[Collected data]
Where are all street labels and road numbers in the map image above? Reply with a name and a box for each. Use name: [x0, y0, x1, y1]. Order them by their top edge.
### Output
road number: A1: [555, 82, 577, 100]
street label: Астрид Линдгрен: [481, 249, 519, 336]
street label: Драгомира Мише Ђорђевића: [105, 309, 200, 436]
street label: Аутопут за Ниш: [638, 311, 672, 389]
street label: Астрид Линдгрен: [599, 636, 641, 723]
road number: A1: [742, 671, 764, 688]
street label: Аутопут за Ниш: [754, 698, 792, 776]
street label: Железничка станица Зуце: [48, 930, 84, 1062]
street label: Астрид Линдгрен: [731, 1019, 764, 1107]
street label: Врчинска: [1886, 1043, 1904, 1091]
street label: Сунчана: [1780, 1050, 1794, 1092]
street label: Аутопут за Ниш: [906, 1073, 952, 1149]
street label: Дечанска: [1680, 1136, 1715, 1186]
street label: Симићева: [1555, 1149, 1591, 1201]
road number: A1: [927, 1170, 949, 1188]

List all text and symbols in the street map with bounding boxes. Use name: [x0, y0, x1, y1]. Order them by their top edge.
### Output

...

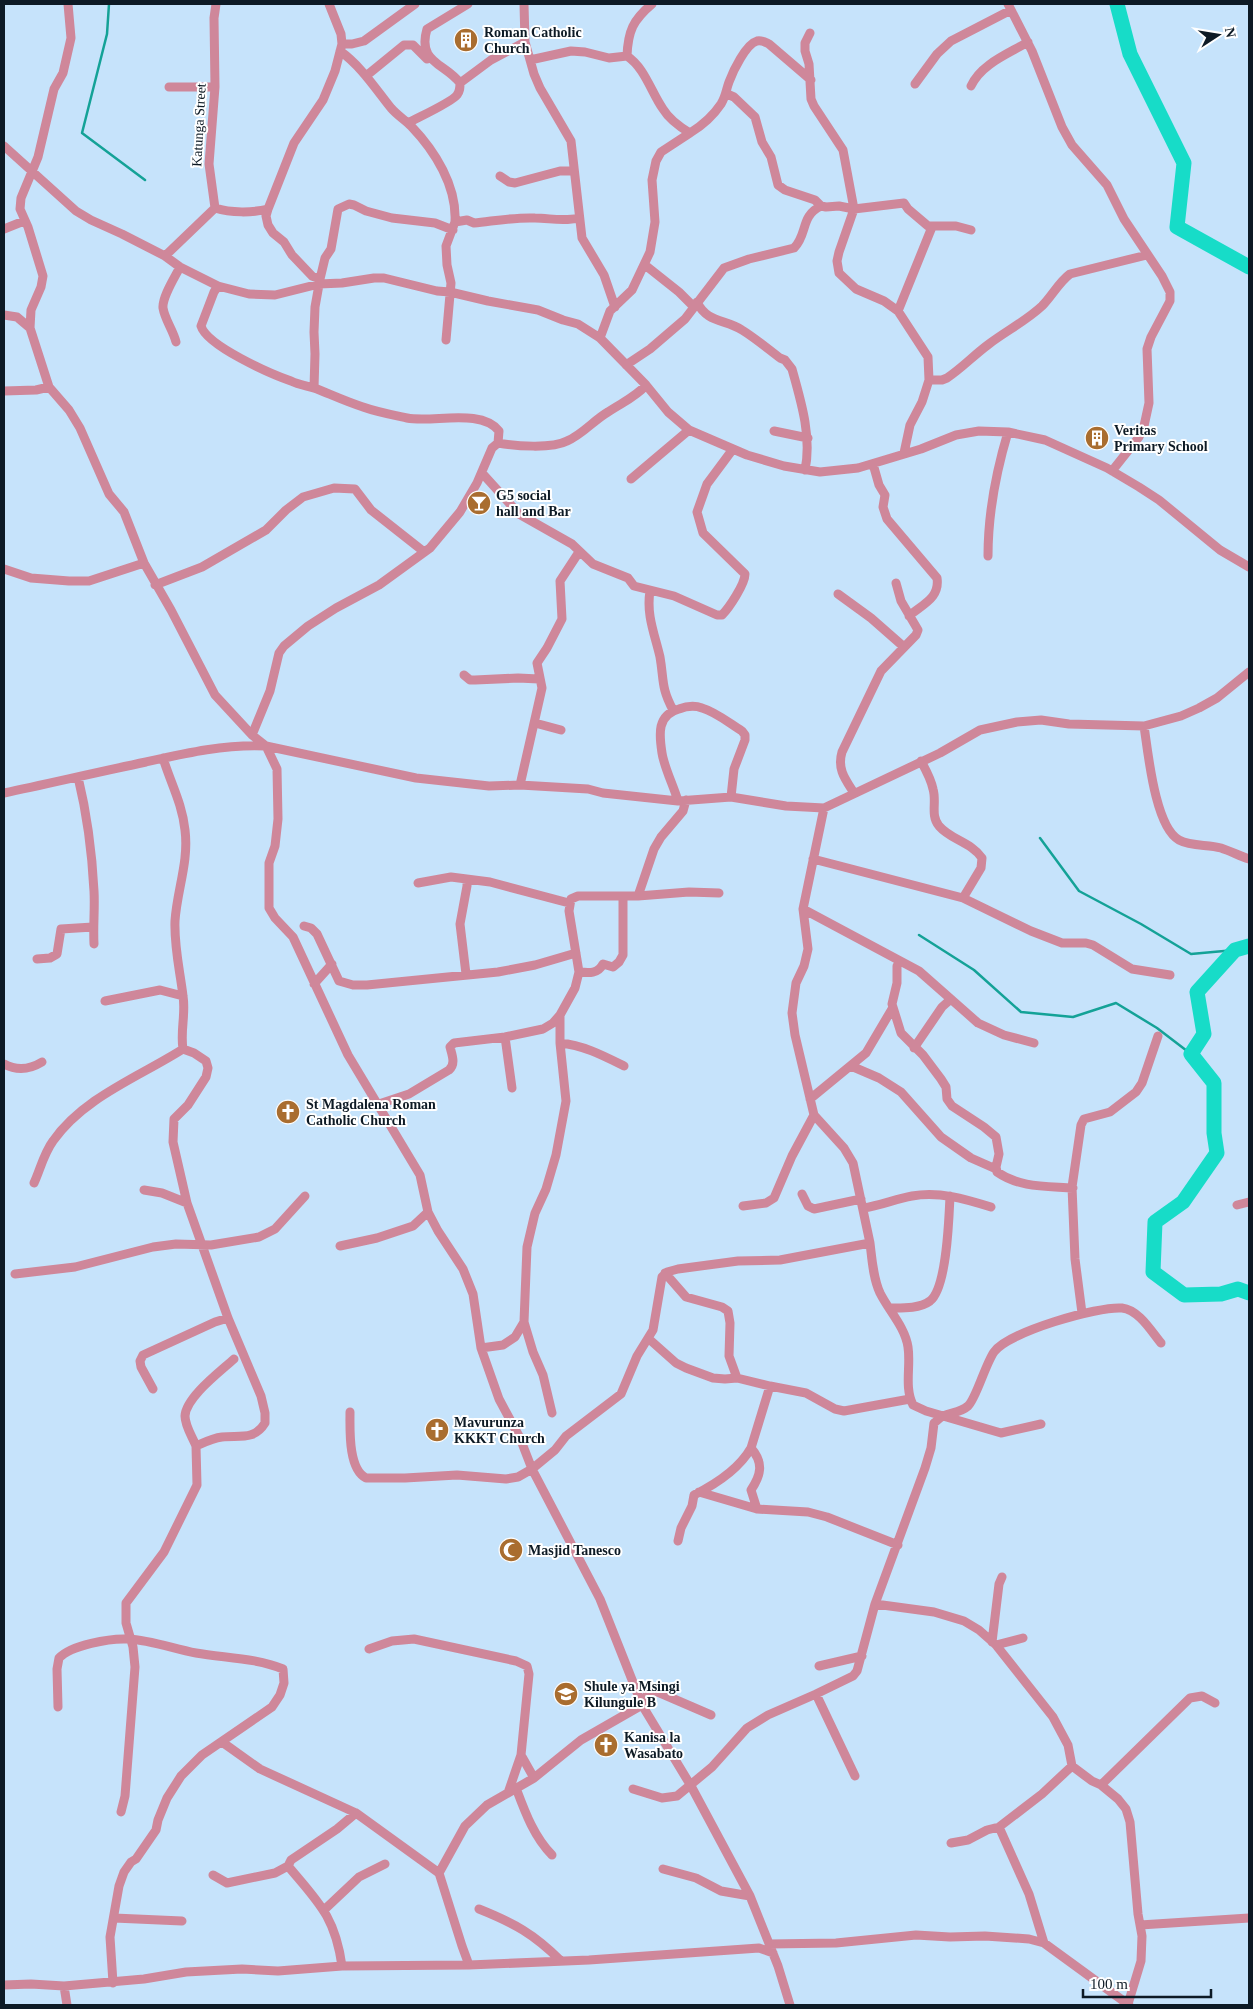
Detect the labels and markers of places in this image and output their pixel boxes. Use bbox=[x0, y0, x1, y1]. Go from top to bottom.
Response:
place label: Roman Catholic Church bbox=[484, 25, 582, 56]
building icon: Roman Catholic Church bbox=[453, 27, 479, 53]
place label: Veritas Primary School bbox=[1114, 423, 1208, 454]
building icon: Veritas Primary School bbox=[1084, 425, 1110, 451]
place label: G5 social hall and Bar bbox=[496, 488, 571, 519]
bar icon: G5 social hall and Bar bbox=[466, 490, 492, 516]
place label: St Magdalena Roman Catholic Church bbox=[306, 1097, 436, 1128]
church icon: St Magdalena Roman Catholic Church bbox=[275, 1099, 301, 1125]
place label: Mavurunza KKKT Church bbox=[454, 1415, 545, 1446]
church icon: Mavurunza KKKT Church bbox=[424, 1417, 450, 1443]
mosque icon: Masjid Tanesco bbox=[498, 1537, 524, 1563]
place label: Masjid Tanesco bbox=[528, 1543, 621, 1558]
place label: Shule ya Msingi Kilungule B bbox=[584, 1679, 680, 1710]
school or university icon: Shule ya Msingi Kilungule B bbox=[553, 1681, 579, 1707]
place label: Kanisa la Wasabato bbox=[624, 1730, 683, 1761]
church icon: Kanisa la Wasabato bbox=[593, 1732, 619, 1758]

Aim of the task: The response must contain each line above that holds the string "image".

Response area:
Where are all street labels and road numbers in the map image above? Reply with a name and a box for each. Use name: [x0, y0, x1, y1]. Order them by their top edge.
Detect the labels and markers of places in this image and output their pixel boxes. Use bbox=[x0, y0, x1, y1]. Go from top to bottom.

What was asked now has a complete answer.